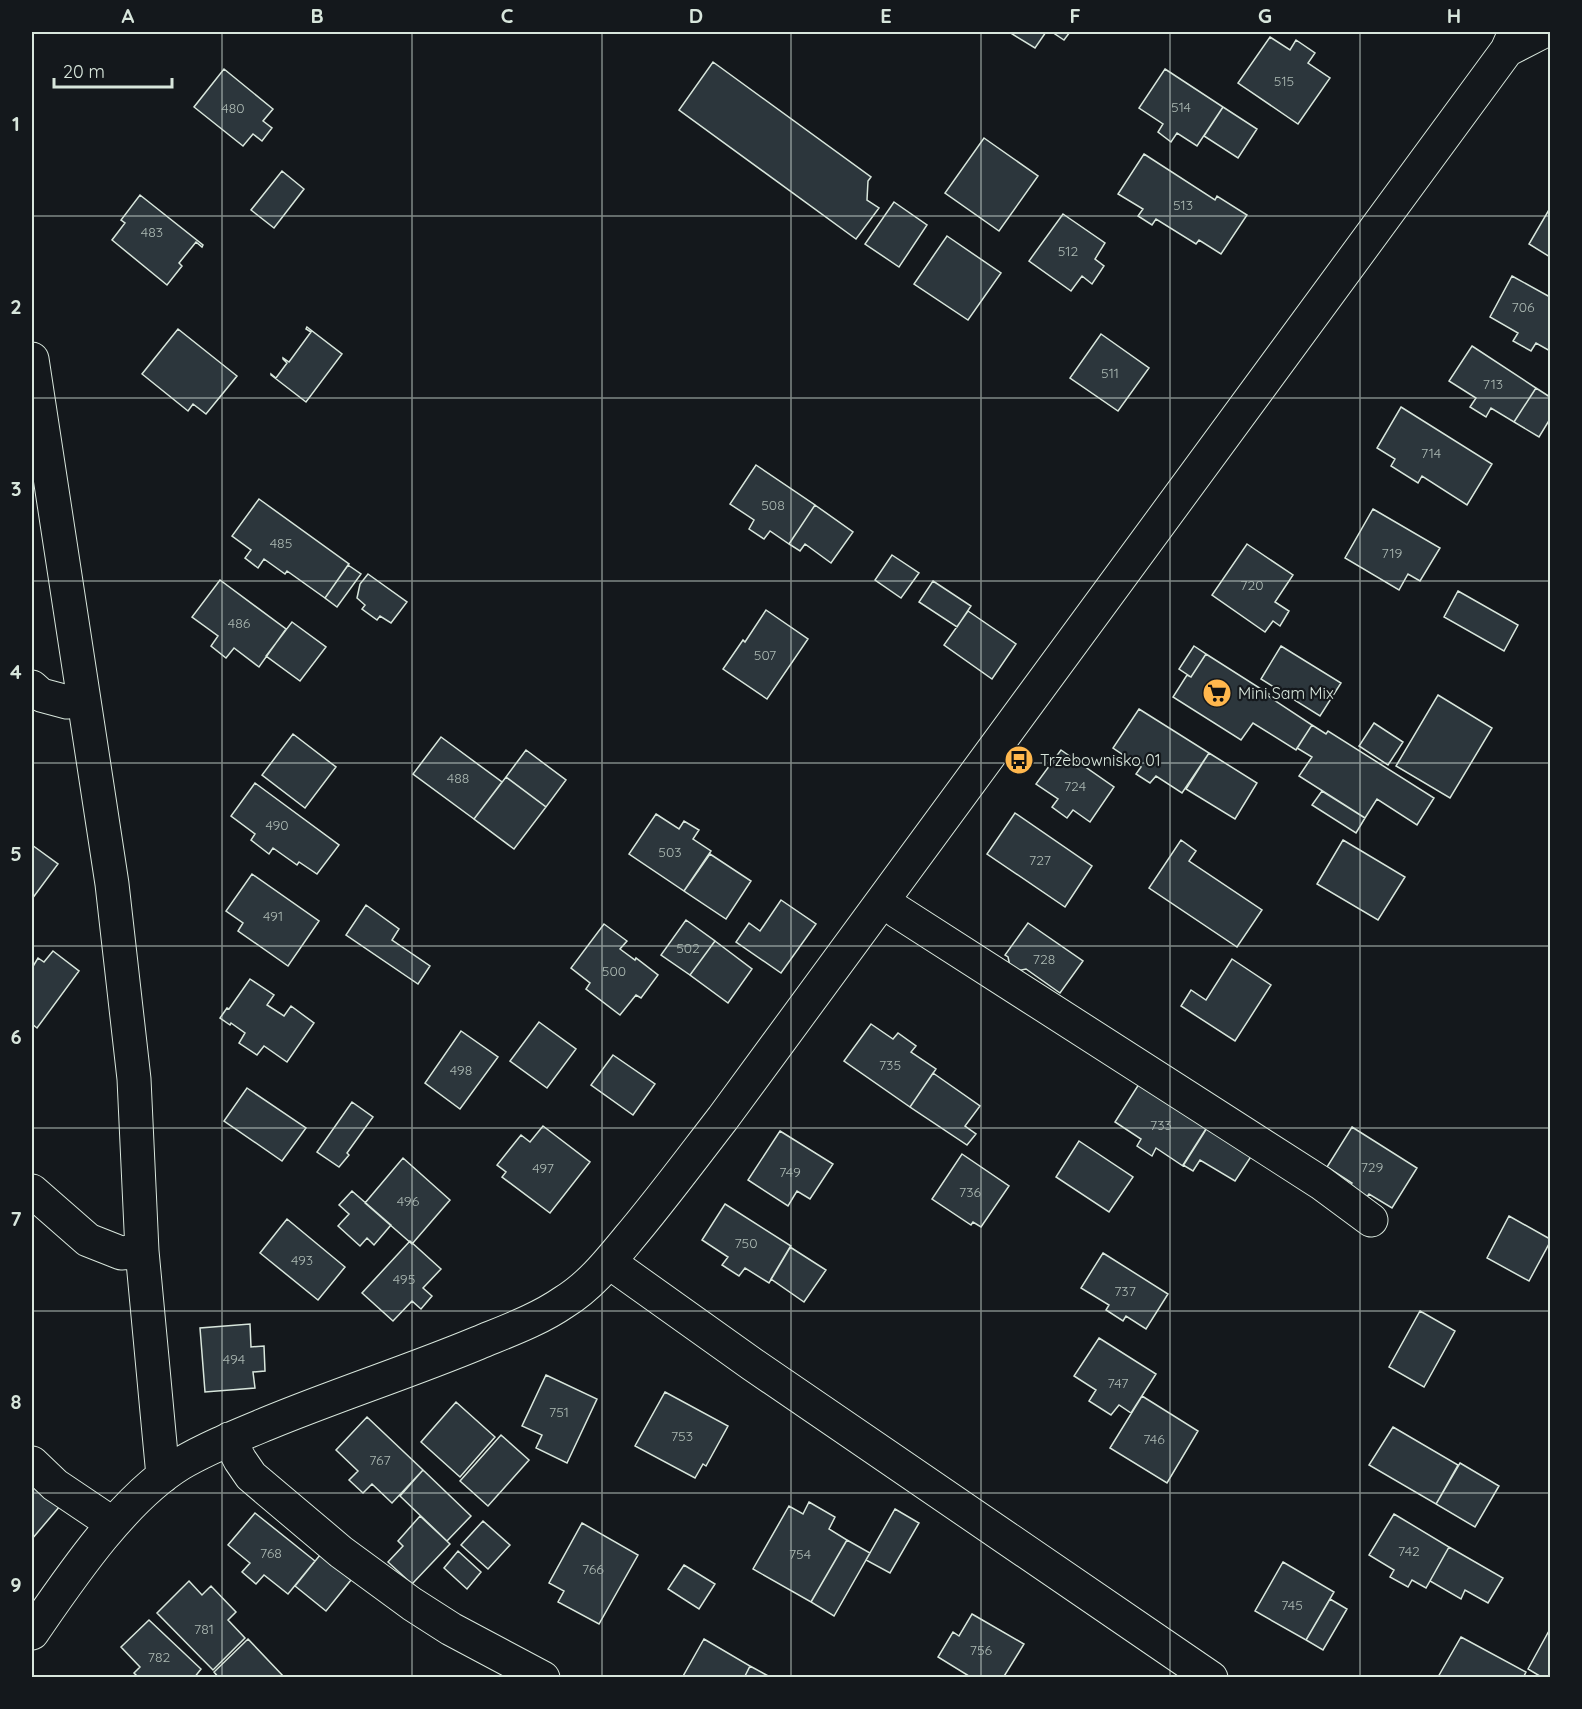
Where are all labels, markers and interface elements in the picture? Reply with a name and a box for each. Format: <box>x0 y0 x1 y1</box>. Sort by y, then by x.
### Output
text: A <box>122 3 135 28</box>
text: B <box>310 3 324 28</box>
text: C <box>501 3 514 28</box>
text: D <box>689 3 703 28</box>
text: E <box>880 3 892 28</box>
text: F <box>1069 3 1081 28</box>
text: G <box>1258 3 1272 28</box>
text: H <box>1447 3 1461 28</box>
scale bar <box>54 51 172 89</box>
text: 20 m <box>63 60 105 83</box>
house number: 515 <box>1274 72 1294 90</box>
house number: 514 <box>1171 98 1191 116</box>
house number: 480 <box>221 99 245 117</box>
text: 1 <box>12 111 20 136</box>
house number: 513 <box>1173 196 1193 214</box>
house number: 483 <box>141 223 163 241</box>
house number: 512 <box>1058 242 1079 260</box>
text: 2 <box>10 294 22 319</box>
house number: 706 <box>1511 298 1535 316</box>
house number: 511 <box>1101 364 1119 382</box>
house number: 713 <box>1483 375 1503 393</box>
house number: 714 <box>1421 444 1441 462</box>
text: 3 <box>11 476 21 501</box>
house number: 508 <box>761 496 785 514</box>
house number: 485 <box>270 534 292 552</box>
house number: 719 <box>1382 544 1403 562</box>
house number: 720 <box>1240 576 1264 594</box>
house number: 486 <box>228 614 251 632</box>
house number: 507 <box>754 646 776 664</box>
text: 4 <box>10 659 22 684</box>
supermarket icon: Mini Sam Mix <box>1201 677 1233 709</box>
place label: Mini Sam Mix <box>1238 683 1334 703</box>
bus stop icon: Trzebownisko 01 <box>1003 744 1035 776</box>
place label: Trzebownisko 01 <box>1040 750 1161 770</box>
house number: 488 <box>447 769 469 787</box>
house number: 724 <box>1064 777 1086 795</box>
house number: 490 <box>265 816 289 834</box>
text: 5 <box>10 841 22 866</box>
house number: 503 <box>658 843 682 861</box>
house number: 727 <box>1029 851 1051 869</box>
house number: 491 <box>263 907 283 925</box>
house number: 502 <box>676 939 700 957</box>
house number: 728 <box>1033 950 1055 968</box>
house number: 500 <box>602 962 626 980</box>
text: 6 <box>10 1024 22 1049</box>
house number: 735 <box>879 1056 901 1074</box>
house number: 498 <box>450 1061 472 1079</box>
house number: 733 <box>1150 1116 1172 1134</box>
house number: 729 <box>1361 1158 1384 1176</box>
house number: 497 <box>532 1159 554 1177</box>
house number: 749 <box>779 1163 801 1181</box>
house number: 736 <box>959 1183 981 1201</box>
house number: 496 <box>397 1192 420 1210</box>
text: 7 <box>11 1206 22 1231</box>
house number: 750 <box>734 1234 758 1252</box>
house number: 493 <box>291 1251 313 1269</box>
house number: 495 <box>393 1270 415 1288</box>
house number: 737 <box>1114 1282 1136 1300</box>
house number: 494 <box>223 1350 245 1368</box>
house number: 747 <box>1108 1374 1128 1392</box>
text: 8 <box>11 1389 22 1414</box>
house number: 751 <box>549 1403 569 1421</box>
house number: 753 <box>671 1427 693 1445</box>
house number: 746 <box>1143 1430 1165 1448</box>
house number: 767 <box>369 1451 391 1469</box>
house number: 742 <box>1398 1542 1420 1560</box>
house number: 768 <box>260 1544 282 1562</box>
house number: 754 <box>789 1545 811 1563</box>
house number: 766 <box>582 1560 604 1578</box>
text: 9 <box>10 1572 22 1597</box>
house number: 745 <box>1281 1596 1303 1614</box>
house number: 781 <box>194 1620 214 1638</box>
house number: 756 <box>970 1641 993 1659</box>
house number: 782 <box>148 1648 170 1666</box>

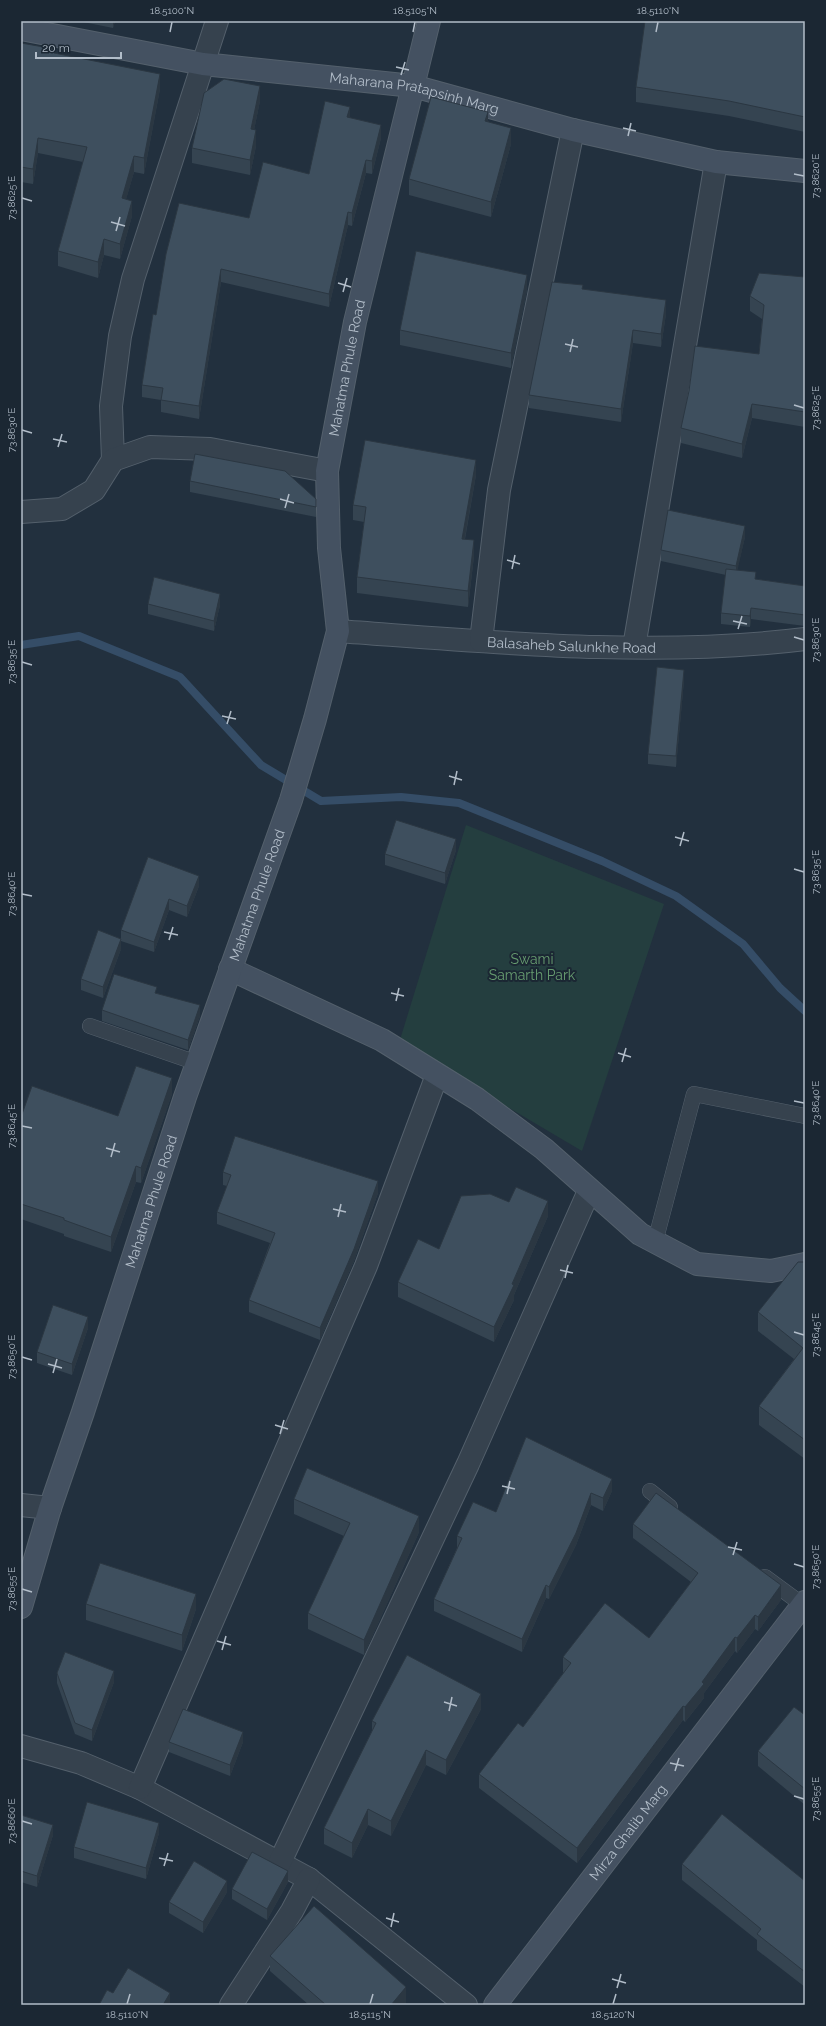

Your task -> Each line of the entries above that has the word "Mini" is to be copied.

Solution below ->
supermarket icon: Mini Sam Mix <box>1201 677 1233 709</box>
place label: Mini Sam Mix <box>1238 683 1334 703</box>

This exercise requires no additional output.